▸ Assigned task: In the entries below, find every line with the string "lineWidth" and copy it.

----------------

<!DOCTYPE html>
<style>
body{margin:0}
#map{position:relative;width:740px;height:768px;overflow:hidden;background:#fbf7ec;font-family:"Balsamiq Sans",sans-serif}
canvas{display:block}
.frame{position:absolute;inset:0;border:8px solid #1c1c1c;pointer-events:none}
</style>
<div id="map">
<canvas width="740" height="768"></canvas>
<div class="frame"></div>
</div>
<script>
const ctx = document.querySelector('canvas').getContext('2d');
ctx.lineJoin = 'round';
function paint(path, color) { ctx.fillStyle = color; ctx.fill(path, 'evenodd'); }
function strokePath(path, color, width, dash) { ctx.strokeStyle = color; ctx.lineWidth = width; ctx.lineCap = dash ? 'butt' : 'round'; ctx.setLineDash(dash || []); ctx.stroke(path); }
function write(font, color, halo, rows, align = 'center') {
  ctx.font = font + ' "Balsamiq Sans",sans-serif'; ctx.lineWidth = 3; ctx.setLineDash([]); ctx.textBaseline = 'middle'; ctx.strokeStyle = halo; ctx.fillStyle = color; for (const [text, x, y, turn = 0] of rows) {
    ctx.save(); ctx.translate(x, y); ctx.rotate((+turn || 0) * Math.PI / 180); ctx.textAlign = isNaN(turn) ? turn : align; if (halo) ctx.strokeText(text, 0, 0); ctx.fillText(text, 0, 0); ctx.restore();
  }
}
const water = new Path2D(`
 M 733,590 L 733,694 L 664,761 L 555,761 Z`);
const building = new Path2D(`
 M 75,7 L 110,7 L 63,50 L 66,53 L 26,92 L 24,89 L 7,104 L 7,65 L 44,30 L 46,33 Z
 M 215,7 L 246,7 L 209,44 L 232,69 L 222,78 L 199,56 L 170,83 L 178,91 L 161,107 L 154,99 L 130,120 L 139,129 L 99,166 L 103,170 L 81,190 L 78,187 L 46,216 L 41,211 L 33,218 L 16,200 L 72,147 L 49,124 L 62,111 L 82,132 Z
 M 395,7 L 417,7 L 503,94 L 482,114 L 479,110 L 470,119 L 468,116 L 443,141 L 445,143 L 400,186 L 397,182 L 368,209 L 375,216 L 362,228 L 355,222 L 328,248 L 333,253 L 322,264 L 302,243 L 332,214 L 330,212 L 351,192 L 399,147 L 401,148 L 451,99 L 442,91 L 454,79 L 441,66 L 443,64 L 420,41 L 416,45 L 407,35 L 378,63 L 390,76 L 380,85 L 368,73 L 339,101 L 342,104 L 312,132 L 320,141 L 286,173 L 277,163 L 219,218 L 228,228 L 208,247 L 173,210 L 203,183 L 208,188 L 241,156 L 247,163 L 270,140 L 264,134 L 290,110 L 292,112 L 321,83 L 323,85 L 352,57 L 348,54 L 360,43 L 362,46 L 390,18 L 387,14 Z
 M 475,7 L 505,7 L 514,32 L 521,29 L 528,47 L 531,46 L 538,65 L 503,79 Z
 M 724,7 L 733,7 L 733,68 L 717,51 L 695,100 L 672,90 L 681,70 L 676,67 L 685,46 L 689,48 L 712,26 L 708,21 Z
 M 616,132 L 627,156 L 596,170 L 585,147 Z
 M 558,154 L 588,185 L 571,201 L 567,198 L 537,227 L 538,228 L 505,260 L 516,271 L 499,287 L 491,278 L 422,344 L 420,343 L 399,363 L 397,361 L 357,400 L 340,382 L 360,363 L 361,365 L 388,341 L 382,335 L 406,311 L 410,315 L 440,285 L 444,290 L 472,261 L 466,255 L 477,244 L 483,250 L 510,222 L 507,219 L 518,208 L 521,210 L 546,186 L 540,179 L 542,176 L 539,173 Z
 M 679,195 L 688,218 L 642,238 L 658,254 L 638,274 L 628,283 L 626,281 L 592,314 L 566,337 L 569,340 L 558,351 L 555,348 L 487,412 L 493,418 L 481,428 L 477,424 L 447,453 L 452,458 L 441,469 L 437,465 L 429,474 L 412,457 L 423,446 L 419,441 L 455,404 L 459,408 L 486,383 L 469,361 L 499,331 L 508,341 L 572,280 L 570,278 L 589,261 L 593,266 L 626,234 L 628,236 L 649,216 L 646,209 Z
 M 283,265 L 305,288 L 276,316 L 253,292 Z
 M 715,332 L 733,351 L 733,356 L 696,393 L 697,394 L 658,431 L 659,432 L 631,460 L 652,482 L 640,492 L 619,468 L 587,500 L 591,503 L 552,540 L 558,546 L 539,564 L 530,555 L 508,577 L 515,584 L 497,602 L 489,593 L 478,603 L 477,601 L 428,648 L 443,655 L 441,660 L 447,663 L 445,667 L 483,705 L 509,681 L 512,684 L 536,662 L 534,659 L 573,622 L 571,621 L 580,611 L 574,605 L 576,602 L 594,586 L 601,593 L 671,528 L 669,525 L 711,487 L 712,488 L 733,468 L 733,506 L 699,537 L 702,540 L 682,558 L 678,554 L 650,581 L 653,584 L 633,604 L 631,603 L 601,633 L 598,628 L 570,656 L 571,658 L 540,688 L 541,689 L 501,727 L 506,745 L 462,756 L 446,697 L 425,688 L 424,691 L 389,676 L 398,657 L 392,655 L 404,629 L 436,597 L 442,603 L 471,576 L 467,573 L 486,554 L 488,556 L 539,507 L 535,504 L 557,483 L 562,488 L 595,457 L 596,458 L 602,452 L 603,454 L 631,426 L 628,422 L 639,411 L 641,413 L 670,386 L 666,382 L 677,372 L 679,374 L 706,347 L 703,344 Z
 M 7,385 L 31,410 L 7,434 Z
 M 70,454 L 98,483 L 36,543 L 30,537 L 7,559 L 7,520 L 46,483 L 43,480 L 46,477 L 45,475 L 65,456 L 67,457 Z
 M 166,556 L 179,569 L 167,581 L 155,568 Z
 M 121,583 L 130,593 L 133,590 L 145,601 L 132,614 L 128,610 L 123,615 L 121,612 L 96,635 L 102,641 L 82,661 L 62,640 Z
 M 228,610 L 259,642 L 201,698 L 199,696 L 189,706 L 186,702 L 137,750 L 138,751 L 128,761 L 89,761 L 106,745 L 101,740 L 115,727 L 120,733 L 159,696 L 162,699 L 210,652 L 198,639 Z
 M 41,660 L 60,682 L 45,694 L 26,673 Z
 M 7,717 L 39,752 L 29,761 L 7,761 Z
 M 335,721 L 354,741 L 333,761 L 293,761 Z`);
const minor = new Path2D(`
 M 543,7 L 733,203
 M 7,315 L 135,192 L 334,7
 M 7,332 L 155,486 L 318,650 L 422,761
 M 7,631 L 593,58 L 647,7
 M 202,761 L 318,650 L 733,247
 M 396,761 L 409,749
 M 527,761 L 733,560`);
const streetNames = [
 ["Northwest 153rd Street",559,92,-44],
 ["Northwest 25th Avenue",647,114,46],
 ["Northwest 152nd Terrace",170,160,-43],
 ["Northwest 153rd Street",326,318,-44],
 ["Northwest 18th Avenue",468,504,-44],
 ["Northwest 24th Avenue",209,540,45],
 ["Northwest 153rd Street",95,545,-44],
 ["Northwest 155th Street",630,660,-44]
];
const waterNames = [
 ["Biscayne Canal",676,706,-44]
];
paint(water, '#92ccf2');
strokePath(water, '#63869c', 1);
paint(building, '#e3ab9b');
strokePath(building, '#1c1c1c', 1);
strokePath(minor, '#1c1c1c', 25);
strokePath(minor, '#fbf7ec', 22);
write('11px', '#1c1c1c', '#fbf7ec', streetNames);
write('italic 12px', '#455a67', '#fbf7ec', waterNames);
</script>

----------------

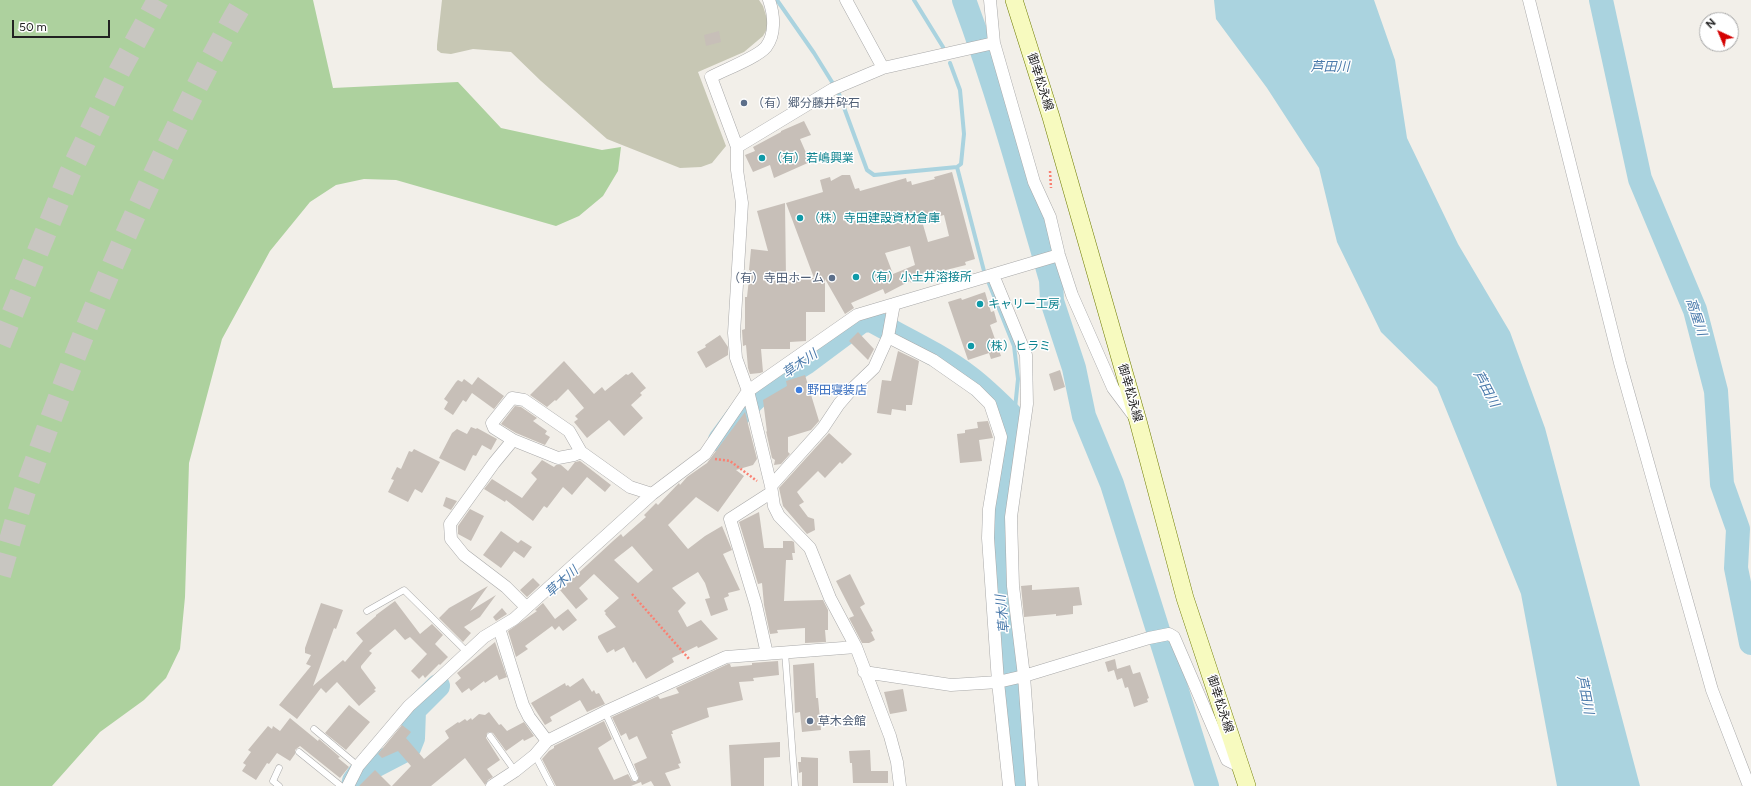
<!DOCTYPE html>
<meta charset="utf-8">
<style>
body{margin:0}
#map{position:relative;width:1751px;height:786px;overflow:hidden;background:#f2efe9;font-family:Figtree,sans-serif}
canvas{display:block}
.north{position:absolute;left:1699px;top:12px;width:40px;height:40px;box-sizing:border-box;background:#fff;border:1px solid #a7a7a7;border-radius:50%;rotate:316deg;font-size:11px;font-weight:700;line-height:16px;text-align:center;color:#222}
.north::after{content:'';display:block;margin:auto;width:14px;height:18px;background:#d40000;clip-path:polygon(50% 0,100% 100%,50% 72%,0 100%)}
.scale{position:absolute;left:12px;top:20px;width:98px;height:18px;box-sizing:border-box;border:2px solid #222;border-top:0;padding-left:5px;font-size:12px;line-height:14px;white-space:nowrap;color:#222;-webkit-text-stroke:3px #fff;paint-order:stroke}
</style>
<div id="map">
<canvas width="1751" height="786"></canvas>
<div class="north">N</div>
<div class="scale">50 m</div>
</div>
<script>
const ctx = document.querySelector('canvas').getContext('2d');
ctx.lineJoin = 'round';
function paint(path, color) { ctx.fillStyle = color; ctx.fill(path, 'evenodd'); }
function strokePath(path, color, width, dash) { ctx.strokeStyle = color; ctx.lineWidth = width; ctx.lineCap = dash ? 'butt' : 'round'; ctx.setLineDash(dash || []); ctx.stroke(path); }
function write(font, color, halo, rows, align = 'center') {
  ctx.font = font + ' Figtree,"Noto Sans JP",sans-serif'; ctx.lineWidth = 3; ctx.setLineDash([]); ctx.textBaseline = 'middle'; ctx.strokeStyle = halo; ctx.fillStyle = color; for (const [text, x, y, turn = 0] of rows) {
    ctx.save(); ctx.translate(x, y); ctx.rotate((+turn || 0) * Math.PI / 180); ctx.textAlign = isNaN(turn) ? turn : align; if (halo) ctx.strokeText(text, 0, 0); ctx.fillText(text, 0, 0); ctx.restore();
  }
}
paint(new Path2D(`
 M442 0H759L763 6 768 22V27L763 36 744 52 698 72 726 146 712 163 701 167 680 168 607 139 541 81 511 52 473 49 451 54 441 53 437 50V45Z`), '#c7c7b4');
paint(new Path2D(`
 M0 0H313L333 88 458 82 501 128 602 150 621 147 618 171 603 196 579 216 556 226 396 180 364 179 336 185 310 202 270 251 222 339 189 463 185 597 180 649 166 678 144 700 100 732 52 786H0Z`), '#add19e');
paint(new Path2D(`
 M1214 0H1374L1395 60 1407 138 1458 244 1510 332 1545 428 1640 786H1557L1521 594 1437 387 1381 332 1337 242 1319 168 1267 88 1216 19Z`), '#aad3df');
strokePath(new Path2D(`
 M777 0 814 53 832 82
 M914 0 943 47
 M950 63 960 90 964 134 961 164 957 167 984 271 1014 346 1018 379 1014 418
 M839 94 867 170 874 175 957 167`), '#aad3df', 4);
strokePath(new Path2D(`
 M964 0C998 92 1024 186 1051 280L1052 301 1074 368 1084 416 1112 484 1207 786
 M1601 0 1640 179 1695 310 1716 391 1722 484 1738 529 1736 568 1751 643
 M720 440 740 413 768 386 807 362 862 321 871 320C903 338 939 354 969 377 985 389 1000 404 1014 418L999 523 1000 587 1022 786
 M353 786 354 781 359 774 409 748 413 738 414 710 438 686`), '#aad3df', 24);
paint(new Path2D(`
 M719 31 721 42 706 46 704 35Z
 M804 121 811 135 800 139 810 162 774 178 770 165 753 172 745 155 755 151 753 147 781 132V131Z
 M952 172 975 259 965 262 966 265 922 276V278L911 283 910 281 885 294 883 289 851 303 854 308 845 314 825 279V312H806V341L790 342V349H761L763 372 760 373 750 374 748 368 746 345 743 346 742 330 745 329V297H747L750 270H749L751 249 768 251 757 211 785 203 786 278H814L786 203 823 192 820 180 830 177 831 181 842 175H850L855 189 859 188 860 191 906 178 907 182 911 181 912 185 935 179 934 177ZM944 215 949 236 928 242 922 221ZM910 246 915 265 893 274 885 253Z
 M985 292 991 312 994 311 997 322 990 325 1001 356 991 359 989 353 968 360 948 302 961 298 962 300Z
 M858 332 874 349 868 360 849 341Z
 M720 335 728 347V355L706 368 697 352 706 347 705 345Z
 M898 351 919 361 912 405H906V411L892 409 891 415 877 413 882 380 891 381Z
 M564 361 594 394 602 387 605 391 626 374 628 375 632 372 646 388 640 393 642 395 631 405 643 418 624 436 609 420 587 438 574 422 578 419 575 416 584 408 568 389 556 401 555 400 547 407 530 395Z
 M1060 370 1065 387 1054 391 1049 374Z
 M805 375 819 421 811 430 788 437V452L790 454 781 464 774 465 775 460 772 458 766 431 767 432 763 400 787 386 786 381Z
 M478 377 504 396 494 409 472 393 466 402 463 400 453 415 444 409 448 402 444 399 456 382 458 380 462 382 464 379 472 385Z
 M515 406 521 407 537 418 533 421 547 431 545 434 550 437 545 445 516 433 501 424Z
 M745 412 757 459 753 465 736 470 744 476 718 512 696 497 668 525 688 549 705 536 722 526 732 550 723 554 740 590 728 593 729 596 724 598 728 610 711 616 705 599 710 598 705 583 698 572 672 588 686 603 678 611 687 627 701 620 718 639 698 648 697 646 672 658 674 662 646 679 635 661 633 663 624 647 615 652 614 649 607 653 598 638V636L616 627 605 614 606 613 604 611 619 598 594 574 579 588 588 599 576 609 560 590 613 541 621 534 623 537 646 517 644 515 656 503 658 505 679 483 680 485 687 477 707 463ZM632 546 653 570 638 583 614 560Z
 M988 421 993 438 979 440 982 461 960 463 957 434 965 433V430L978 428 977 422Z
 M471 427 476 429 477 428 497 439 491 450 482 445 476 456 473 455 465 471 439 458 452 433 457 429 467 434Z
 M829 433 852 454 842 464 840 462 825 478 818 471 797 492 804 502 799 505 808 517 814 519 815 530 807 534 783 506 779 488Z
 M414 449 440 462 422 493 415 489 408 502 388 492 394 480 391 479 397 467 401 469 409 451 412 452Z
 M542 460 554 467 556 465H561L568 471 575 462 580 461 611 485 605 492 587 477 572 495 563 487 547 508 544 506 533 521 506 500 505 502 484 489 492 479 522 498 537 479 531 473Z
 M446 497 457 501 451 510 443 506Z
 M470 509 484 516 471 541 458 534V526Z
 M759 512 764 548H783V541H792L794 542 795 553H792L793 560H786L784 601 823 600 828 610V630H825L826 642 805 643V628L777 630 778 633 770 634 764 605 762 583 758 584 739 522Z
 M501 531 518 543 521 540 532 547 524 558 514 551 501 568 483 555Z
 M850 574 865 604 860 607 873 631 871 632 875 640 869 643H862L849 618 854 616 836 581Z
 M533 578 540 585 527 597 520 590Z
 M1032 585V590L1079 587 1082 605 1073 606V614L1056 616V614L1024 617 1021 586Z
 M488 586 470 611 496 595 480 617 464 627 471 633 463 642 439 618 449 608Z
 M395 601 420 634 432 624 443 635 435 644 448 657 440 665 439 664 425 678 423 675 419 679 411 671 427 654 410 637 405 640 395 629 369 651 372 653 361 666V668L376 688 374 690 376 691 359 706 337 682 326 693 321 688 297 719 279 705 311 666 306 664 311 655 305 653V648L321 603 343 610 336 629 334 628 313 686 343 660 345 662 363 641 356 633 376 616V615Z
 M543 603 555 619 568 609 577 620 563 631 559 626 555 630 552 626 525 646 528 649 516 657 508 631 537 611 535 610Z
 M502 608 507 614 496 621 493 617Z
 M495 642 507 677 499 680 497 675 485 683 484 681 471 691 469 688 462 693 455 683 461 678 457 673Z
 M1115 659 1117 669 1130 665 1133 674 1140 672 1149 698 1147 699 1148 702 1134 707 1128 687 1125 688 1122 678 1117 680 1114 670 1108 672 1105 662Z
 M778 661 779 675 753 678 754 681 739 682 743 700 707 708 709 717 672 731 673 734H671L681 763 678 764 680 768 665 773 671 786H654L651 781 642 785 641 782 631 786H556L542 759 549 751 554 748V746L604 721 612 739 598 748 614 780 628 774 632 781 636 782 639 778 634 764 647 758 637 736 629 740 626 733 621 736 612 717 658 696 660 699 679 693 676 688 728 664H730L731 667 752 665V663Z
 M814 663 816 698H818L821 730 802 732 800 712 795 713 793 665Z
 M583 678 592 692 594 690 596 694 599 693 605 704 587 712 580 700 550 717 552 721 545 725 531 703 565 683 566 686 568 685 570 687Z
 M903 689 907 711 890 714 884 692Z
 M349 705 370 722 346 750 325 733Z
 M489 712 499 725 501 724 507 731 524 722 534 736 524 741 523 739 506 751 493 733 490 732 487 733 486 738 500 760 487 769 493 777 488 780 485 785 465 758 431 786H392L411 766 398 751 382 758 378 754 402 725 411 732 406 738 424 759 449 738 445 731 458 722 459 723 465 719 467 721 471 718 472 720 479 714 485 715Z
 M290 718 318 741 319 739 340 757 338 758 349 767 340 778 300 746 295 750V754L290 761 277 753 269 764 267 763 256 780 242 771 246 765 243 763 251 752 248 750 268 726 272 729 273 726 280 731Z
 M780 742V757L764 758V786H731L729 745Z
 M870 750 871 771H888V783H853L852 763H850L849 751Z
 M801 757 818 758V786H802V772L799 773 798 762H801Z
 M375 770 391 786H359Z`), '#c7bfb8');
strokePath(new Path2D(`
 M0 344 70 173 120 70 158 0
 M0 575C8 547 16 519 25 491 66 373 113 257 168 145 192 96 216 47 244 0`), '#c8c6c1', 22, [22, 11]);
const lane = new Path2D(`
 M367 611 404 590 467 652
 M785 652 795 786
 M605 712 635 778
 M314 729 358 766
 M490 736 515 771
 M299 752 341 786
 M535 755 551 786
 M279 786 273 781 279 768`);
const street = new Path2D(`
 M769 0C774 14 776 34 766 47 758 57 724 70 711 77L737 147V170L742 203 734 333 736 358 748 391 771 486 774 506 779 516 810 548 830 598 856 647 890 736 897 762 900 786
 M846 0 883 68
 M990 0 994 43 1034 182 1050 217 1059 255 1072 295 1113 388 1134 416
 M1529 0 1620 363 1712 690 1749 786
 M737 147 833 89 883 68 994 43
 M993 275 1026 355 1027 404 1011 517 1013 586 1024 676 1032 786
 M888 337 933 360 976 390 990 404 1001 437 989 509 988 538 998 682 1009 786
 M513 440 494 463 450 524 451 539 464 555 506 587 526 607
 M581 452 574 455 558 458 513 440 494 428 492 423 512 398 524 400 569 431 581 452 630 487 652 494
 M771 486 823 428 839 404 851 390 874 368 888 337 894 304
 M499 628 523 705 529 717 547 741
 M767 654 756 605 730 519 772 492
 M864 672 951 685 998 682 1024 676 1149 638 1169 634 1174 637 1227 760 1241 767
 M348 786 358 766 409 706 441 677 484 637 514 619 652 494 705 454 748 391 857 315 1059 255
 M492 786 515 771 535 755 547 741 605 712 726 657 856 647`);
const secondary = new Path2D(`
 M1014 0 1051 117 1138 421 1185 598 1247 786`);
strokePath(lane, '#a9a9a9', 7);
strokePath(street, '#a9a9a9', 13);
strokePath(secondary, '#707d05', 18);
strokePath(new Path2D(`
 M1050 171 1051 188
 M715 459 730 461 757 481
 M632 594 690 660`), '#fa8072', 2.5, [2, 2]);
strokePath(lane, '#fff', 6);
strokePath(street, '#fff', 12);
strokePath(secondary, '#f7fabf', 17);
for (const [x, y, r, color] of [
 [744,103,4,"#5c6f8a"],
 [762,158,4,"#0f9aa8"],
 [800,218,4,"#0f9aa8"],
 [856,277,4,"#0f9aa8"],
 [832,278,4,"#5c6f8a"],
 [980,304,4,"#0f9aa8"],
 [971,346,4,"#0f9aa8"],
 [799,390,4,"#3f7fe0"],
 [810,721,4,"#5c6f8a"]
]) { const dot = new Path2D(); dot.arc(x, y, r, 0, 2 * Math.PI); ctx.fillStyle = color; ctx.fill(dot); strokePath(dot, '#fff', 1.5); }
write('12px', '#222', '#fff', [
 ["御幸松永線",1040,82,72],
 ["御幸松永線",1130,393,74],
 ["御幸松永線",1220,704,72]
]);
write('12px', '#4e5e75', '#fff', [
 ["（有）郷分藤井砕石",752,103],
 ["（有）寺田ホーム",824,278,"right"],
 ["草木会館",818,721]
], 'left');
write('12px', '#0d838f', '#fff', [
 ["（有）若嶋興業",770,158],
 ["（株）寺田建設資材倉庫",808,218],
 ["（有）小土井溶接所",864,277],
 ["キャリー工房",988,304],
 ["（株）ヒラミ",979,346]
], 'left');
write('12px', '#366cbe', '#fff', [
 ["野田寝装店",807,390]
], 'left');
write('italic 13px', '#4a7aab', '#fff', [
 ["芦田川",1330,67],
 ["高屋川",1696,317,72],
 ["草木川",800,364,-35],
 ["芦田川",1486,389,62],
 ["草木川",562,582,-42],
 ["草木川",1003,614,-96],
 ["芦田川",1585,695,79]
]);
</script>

----------------

▸ Response for this exercise:
function strokePath(path, color, width, dash) { ctx.strokeStyle = color; ctx.lineWidth = width; ctx.lineCap = dash ? 'butt' : 'round'; ctx.setLineDash(dash || []); ctx.stroke(path); }
  ctx.font = font + ' "Balsamiq Sans",sans-serif'; ctx.lineWidth = 3; ctx.setLineDash([]); ctx.textBaseline = 'middle'; ctx.strokeStyle = halo; ctx.fillStyle = color; for (const [text, x, y, turn = 0] of rows) {
function strokePath(path, color, width, dash) { ctx.strokeStyle = color; ctx.lineWidth = width; ctx.lineCap = dash ? 'butt' : 'round'; ctx.setLineDash(dash || []); ctx.stroke(path); }
  ctx.font = font + ' Figtree,"Noto Sans JP",sans-serif'; ctx.lineWidth = 3; ctx.setLineDash([]); ctx.textBaseline = 'middle'; ctx.strokeStyle = halo; ctx.fillStyle = color; for (const [text, x, y, turn = 0] of rows) {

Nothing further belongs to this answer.